Your task
Each entry below has to be written out again without any change.

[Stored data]
*****
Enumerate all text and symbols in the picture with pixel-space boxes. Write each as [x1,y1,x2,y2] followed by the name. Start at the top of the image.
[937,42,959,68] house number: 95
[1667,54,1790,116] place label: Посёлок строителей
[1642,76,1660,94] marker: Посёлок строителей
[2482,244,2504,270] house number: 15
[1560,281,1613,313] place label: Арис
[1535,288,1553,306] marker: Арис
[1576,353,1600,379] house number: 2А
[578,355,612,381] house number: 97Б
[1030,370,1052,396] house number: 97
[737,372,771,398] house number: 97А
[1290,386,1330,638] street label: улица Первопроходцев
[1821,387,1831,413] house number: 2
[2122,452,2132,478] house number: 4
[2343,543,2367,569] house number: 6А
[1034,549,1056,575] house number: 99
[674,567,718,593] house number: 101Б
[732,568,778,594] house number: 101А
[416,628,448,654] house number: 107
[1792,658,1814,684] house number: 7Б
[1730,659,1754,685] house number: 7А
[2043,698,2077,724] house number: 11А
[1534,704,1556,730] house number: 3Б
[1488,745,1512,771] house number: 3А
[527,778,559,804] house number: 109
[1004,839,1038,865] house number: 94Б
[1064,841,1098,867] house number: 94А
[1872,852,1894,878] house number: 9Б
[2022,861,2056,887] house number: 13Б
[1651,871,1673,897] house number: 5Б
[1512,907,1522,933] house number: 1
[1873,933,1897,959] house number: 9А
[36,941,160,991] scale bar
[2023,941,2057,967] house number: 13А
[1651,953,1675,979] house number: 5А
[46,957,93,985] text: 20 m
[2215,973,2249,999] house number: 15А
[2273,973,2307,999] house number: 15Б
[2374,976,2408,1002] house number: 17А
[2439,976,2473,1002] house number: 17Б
*****
Problem solution
Enumerate all text and symbols in the picture with pixel-space boxes. Write each as [x1,y1,x2,y2] followed by the name. Start at the top of the image.
[937,42,959,68] house number: 95
[1667,54,1790,116] place label: Посёлок строителей
[1642,76,1660,94] marker: Посёлок строителей
[2482,244,2504,270] house number: 15
[1560,281,1613,313] place label: Арис
[1535,288,1553,306] marker: Арис
[1576,353,1600,379] house number: 2А
[578,355,612,381] house number: 97Б
[1030,370,1052,396] house number: 97
[737,372,771,398] house number: 97А
[1290,386,1330,638] street label: улица Первопроходцев
[1821,387,1831,413] house number: 2
[2122,452,2132,478] house number: 4
[2343,543,2367,569] house number: 6А
[1034,549,1056,575] house number: 99
[674,567,718,593] house number: 101Б
[732,568,778,594] house number: 101А
[416,628,448,654] house number: 107
[1792,658,1814,684] house number: 7Б
[1730,659,1754,685] house number: 7А
[2043,698,2077,724] house number: 11А
[1534,704,1556,730] house number: 3Б
[1488,745,1512,771] house number: 3А
[527,778,559,804] house number: 109
[1004,839,1038,865] house number: 94Б
[1064,841,1098,867] house number: 94А
[1872,852,1894,878] house number: 9Б
[2022,861,2056,887] house number: 13Б
[1651,871,1673,897] house number: 5Б
[1512,907,1522,933] house number: 1
[1873,933,1897,959] house number: 9А
[36,941,160,991] scale bar
[2023,941,2057,967] house number: 13А
[1651,953,1675,979] house number: 5А
[46,957,93,985] text: 20 m
[2215,973,2249,999] house number: 15А
[2273,973,2307,999] house number: 15Б
[2374,976,2408,1002] house number: 17А
[2439,976,2473,1002] house number: 17Б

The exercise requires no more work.